Your objective — Somewhere below is a line with "Please mark the" and, later, a line with "Where are all labels, symbols"; repeat those two lines and all the lines between them, exactly as they are.

The records Start Marker

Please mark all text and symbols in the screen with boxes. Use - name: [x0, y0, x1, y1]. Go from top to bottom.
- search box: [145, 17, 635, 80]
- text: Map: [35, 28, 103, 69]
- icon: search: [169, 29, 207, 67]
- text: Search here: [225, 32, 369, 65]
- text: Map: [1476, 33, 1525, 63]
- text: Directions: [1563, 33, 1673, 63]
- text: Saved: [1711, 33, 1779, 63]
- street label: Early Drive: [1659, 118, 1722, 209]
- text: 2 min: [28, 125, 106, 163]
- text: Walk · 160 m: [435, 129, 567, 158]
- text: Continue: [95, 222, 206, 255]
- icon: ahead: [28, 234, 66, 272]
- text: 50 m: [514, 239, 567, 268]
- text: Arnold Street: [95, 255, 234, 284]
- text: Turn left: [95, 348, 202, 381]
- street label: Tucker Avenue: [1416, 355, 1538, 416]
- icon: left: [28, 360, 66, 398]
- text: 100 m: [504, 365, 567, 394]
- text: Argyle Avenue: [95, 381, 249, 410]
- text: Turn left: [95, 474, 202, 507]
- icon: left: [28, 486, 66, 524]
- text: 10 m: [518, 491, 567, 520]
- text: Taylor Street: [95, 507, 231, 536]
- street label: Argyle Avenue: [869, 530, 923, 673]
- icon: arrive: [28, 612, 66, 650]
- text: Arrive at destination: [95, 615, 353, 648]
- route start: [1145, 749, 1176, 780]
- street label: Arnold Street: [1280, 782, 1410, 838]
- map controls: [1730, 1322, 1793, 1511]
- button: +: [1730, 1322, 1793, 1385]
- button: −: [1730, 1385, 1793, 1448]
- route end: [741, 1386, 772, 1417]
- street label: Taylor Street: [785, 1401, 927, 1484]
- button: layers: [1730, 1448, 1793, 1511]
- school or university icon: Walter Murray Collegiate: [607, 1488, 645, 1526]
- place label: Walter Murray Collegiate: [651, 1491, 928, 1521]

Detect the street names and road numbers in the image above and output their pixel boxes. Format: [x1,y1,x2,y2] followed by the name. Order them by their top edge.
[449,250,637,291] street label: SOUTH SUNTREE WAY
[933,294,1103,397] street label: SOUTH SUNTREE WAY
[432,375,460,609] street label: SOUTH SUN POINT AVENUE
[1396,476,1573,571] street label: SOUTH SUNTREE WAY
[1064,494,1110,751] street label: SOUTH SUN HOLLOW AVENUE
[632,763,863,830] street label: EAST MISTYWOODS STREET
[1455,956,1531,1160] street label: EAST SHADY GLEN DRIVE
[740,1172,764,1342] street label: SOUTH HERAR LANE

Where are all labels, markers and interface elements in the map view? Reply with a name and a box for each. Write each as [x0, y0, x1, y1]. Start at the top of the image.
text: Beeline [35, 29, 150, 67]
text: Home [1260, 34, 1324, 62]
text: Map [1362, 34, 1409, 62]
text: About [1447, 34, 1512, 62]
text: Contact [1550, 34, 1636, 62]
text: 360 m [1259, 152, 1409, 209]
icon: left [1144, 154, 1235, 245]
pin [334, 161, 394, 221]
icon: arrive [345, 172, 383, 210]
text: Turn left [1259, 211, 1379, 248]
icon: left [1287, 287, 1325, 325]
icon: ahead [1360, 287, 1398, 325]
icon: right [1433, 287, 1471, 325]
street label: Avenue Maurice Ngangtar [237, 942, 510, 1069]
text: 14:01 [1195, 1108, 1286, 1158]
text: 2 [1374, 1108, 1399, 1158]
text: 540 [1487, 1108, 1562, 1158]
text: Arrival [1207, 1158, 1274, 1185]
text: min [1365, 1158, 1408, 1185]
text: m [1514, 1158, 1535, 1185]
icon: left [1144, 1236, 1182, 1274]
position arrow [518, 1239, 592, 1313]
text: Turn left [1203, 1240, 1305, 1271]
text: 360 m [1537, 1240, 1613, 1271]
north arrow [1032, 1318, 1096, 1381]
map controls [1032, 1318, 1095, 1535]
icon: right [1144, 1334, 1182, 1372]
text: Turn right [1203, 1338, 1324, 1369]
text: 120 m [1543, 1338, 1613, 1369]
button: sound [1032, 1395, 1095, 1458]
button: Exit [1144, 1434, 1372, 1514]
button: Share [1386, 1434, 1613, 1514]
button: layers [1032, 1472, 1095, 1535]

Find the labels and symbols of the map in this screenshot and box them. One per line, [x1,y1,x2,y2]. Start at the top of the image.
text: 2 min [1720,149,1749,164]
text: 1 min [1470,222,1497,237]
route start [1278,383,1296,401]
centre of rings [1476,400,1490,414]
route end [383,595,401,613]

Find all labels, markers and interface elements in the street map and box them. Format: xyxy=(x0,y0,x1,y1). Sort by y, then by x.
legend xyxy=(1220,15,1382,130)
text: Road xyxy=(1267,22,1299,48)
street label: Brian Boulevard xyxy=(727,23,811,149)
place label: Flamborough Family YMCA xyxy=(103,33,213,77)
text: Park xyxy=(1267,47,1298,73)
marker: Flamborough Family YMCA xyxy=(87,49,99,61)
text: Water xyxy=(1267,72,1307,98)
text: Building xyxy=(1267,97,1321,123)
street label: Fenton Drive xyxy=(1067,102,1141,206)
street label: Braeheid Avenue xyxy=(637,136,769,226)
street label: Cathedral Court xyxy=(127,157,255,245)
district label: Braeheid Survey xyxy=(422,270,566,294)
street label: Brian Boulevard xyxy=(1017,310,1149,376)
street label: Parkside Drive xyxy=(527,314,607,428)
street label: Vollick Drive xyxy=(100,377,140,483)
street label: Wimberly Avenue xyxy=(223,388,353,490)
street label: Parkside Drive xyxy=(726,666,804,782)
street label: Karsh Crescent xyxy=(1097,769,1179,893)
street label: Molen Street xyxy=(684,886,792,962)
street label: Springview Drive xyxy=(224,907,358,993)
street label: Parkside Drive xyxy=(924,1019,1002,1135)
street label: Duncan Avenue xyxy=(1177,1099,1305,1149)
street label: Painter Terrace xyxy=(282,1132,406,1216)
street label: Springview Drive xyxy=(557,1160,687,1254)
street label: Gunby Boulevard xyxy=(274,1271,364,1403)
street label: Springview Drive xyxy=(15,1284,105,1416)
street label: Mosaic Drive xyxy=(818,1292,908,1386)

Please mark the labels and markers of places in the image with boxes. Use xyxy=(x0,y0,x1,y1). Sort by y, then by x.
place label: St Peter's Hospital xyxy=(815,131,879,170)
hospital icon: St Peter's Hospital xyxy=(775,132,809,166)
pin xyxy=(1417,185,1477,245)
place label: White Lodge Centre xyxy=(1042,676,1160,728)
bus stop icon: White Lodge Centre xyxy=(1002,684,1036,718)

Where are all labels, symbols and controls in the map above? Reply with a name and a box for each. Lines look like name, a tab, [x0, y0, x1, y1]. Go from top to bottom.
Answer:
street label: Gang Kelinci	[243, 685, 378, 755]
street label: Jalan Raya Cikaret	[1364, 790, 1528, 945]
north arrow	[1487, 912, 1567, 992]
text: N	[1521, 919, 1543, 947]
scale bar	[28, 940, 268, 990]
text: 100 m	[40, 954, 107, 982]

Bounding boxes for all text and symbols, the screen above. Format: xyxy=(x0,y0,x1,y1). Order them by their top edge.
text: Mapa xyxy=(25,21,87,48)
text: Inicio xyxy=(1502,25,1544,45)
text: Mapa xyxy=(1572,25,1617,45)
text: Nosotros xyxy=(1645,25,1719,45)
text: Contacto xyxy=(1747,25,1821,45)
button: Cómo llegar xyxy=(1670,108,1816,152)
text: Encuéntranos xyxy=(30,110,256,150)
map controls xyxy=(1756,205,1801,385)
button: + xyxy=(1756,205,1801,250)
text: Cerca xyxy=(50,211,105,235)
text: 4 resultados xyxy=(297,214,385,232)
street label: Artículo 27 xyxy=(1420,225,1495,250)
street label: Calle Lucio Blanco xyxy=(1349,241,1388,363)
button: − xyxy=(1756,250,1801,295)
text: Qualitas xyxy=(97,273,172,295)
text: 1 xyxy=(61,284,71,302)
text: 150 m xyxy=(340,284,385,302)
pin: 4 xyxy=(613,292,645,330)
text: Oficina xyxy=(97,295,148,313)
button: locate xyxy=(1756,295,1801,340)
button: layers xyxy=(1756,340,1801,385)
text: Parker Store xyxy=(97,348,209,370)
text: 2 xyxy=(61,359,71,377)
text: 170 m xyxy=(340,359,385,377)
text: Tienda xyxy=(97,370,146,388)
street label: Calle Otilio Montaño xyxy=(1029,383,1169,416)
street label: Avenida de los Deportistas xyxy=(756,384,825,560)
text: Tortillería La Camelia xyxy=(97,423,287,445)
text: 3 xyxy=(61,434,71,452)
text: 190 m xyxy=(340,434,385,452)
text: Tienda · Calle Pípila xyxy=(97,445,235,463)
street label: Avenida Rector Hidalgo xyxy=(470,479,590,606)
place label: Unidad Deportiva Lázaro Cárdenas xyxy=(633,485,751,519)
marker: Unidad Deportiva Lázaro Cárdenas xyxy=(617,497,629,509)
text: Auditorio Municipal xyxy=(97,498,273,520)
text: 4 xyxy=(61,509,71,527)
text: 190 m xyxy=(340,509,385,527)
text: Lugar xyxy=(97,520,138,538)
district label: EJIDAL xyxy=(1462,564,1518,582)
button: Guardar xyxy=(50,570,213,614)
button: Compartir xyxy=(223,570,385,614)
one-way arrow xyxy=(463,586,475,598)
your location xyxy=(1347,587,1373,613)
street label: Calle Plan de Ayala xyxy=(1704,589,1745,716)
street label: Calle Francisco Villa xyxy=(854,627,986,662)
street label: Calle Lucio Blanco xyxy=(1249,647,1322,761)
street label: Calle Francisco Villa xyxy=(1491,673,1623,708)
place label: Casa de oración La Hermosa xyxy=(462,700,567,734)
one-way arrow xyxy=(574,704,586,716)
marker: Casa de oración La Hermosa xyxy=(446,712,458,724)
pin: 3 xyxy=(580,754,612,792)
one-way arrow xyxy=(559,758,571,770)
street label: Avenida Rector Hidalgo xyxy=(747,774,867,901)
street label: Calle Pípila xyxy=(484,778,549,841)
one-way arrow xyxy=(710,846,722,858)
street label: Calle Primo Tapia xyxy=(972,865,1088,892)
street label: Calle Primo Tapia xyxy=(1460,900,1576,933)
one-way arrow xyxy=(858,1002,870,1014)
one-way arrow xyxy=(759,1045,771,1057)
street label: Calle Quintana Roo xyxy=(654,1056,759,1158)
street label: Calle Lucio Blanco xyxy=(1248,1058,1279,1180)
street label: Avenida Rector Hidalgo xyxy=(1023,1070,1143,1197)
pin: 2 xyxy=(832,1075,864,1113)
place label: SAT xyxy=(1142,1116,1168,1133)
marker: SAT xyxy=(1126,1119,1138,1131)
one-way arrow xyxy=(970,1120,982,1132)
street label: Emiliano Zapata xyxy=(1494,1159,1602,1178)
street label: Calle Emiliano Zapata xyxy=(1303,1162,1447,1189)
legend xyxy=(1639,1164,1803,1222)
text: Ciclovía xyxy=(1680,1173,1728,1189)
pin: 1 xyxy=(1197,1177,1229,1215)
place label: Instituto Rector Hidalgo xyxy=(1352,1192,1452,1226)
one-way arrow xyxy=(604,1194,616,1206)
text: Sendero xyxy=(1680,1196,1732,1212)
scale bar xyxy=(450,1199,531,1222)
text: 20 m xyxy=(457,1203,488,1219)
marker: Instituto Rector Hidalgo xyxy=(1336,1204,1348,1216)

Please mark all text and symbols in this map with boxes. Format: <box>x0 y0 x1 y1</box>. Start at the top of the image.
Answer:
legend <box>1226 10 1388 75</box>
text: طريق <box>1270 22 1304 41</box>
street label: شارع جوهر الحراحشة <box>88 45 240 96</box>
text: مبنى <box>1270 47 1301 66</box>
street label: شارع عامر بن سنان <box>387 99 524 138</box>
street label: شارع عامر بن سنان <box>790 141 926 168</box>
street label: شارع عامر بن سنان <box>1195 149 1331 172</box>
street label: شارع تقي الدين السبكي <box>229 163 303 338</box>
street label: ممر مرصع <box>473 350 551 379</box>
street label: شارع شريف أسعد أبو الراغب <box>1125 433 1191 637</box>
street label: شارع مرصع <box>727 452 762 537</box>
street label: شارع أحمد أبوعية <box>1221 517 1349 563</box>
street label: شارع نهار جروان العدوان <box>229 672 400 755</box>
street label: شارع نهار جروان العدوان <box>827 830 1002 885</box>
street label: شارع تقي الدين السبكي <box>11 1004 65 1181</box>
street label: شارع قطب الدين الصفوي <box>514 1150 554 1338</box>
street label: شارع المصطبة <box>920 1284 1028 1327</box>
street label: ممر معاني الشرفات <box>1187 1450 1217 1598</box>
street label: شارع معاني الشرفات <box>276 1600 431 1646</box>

The records End Marker

Written response —
Please mark the labels and markers of places in the image with boxes. Use xyxy=(x0,y0,x1,y1). Sort by y, then by x.
place label: St Peter's Hospital xyxy=(815,131,879,170)
hospital icon: St Peter's Hospital xyxy=(775,132,809,166)
pin xyxy=(1417,185,1477,245)
place label: White Lodge Centre xyxy=(1042,676,1160,728)
bus stop icon: White Lodge Centre xyxy=(1002,684,1036,718)

Where are all labels, symbols and controls in the map above? Reply with a name and a box for each. Lines look like name, a tab, [x0, y0, x1, y1]. Go from top to bottom.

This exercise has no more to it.